Top of Data provided

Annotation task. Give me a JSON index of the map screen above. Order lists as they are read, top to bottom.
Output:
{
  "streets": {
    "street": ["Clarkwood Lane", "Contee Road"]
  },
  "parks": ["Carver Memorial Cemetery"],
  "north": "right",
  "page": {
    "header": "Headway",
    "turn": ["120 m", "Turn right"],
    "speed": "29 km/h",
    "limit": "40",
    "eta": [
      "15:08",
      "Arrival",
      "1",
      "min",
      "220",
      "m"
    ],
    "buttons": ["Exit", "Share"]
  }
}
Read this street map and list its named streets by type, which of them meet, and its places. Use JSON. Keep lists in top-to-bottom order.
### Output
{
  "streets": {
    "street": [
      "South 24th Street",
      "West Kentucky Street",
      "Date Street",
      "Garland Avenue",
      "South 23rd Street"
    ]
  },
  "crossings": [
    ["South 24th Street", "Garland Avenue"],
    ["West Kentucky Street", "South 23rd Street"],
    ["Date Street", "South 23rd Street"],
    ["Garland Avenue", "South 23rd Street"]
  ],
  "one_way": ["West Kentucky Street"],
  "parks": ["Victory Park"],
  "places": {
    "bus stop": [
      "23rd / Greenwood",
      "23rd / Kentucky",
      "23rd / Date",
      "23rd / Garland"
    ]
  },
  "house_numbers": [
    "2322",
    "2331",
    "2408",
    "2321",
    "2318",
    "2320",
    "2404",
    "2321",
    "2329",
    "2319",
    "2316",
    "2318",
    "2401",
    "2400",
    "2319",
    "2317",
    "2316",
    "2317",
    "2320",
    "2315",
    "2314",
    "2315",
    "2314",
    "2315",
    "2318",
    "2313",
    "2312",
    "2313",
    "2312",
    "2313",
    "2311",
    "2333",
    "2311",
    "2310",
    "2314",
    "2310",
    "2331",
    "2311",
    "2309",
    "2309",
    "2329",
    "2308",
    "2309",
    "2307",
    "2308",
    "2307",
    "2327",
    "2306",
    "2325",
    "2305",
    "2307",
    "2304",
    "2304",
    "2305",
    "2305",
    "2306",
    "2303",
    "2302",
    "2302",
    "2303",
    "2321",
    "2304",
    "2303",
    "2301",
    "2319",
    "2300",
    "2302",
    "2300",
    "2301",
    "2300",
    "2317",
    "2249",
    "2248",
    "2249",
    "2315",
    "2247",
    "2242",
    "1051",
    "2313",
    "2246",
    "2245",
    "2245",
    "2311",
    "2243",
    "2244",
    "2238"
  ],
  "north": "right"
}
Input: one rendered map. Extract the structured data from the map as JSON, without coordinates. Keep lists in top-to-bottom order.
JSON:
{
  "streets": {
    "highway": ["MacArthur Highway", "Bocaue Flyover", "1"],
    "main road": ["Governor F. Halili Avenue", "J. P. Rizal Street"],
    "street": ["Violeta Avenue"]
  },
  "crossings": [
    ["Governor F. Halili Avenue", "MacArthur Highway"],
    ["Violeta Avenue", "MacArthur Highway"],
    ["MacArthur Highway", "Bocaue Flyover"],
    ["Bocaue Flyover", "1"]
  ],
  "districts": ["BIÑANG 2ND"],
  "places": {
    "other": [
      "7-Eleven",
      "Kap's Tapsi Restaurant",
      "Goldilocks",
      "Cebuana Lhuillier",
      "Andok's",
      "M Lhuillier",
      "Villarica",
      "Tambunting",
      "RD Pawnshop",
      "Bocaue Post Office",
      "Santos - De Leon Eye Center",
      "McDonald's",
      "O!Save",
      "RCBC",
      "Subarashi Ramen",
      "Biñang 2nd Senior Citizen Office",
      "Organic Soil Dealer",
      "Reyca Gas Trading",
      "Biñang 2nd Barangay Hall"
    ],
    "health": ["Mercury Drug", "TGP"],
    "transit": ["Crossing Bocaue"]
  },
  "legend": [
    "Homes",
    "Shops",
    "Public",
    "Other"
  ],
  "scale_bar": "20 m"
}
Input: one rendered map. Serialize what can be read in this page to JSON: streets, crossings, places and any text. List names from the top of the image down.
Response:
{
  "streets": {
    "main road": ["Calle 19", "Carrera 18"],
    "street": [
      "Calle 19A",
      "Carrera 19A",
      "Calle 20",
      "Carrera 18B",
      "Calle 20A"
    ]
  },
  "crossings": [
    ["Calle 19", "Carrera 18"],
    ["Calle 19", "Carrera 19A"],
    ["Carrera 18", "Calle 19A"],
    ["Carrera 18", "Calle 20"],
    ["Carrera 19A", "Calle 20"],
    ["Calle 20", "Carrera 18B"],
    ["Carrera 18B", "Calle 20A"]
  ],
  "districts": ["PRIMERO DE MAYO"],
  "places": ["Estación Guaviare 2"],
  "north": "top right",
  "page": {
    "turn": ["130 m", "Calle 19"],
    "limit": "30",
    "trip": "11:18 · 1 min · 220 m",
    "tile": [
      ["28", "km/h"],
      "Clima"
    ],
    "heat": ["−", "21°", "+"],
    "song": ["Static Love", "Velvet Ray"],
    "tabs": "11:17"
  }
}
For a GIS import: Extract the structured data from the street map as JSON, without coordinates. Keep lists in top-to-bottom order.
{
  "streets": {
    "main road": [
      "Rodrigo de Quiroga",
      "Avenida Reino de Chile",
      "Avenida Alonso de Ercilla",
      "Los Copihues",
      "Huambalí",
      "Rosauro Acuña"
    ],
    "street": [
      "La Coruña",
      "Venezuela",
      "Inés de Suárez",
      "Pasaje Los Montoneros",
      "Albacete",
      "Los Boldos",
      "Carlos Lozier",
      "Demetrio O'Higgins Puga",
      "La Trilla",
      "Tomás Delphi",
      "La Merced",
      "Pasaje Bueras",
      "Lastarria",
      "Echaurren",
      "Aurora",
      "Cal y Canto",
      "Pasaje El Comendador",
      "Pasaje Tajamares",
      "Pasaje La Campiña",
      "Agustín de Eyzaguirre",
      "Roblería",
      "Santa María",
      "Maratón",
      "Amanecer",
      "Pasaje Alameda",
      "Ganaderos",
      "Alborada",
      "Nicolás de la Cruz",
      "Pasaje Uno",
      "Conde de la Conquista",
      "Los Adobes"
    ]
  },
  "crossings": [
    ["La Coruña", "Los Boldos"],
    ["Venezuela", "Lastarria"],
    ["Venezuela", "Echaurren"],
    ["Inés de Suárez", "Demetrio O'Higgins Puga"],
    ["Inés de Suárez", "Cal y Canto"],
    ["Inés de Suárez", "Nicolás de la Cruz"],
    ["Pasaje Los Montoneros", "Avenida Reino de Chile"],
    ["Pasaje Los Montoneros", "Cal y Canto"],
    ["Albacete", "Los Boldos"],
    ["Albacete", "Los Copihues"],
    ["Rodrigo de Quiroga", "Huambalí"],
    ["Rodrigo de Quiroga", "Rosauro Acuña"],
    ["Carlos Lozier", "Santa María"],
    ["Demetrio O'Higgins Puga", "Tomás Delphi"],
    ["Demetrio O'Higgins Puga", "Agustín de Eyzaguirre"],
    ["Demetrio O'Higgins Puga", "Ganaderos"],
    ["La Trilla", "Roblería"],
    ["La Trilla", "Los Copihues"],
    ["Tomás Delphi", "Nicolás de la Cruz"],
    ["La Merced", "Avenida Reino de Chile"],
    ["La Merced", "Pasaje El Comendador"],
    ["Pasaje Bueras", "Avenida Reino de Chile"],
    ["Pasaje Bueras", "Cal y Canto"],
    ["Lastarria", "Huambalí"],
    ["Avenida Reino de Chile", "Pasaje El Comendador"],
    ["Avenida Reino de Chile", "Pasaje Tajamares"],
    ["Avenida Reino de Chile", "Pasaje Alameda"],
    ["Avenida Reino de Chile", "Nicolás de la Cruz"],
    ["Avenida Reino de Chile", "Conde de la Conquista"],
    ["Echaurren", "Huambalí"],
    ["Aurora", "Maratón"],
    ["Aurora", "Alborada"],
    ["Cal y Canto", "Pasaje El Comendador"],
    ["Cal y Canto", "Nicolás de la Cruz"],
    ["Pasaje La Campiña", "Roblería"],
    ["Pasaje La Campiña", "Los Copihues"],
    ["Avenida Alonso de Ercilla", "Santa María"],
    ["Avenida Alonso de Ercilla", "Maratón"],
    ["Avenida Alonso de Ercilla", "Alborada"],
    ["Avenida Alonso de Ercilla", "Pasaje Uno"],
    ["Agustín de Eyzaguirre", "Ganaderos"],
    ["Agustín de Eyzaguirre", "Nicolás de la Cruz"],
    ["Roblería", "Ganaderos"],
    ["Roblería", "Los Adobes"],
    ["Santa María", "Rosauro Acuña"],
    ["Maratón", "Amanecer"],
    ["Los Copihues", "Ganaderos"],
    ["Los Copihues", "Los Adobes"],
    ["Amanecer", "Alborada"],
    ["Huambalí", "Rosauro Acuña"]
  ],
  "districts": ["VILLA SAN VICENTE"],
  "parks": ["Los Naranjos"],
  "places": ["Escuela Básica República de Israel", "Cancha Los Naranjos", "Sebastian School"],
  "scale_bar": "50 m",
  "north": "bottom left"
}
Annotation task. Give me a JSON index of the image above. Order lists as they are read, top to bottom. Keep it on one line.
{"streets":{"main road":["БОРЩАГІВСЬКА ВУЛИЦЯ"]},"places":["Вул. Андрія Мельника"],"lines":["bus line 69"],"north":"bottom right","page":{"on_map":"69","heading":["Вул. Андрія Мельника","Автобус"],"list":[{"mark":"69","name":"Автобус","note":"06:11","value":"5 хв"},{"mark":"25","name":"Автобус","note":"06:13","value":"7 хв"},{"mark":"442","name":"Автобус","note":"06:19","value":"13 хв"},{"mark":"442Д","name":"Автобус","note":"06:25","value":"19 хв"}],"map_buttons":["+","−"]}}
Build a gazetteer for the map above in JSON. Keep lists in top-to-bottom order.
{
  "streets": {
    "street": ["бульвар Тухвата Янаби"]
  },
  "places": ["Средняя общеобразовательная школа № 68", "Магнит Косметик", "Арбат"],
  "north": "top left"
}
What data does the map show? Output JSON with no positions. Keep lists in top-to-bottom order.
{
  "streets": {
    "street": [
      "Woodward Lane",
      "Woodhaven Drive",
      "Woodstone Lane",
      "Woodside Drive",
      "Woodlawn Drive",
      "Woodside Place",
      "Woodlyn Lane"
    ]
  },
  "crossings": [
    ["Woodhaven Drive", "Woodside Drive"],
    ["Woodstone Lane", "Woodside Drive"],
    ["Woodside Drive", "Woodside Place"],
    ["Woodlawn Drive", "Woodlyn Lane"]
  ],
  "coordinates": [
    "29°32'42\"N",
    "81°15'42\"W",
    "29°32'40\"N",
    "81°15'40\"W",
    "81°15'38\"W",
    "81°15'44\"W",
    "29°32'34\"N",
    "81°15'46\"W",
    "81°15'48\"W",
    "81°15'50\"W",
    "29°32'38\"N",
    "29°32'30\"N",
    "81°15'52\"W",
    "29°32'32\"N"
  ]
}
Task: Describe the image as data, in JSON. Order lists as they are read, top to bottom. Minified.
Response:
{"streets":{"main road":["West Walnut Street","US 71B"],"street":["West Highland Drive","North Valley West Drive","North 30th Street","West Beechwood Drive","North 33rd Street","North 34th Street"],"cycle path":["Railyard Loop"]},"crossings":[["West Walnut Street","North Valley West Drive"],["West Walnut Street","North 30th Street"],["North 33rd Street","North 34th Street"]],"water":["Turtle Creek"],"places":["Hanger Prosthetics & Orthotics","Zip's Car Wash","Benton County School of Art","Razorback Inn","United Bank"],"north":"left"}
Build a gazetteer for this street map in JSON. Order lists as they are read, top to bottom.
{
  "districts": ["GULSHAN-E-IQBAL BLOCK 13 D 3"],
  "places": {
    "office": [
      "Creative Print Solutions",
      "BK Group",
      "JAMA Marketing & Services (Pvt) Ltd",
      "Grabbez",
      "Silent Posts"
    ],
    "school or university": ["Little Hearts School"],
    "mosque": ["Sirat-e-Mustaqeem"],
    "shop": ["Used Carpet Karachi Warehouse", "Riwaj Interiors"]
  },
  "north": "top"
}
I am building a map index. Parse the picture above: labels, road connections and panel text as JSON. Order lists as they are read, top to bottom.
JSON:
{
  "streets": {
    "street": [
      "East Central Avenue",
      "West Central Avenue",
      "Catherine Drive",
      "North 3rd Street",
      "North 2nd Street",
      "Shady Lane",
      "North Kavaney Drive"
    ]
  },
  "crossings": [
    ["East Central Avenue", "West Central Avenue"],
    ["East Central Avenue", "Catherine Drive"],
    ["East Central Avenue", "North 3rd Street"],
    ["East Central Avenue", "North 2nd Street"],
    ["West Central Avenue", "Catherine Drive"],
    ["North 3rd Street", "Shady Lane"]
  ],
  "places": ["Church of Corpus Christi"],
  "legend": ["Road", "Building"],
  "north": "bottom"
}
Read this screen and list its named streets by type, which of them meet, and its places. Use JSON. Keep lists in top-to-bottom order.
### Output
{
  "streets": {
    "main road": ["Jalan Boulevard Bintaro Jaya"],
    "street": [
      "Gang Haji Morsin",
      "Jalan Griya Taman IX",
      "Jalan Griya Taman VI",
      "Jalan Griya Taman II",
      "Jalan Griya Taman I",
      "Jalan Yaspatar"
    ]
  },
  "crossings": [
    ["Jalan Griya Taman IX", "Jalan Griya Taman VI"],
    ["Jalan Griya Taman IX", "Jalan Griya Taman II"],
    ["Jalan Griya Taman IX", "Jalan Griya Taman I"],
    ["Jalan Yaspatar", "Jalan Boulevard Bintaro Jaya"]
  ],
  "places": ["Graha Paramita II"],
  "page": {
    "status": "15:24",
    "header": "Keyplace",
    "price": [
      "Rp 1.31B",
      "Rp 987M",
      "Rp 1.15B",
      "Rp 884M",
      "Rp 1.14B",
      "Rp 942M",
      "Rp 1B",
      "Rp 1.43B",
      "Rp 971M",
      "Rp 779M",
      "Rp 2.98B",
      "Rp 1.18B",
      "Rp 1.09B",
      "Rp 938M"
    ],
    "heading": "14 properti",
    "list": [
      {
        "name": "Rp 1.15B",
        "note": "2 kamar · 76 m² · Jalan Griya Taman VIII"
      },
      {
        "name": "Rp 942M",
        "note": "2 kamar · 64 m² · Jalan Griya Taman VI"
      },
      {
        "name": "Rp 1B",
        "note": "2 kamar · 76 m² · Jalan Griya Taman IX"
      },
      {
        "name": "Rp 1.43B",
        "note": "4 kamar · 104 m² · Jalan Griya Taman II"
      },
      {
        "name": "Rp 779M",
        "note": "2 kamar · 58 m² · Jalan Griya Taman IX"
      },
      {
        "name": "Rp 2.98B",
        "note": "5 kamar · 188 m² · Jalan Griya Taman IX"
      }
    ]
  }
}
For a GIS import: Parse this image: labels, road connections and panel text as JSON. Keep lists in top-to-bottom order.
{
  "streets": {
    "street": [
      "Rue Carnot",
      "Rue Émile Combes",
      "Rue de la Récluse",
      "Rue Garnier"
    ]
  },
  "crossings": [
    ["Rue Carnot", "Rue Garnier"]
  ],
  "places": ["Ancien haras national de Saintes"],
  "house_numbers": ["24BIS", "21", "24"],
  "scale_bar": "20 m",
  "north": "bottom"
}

Bottom of Data provided

What lines above contain the word "Delphi"? Return each such line.

      "Tomás Delphi",
    ["Demetrio O'Higgins Puga", "Tomás Delphi"],
    ["Tomás Delphi", "Nicolás de la Cruz"],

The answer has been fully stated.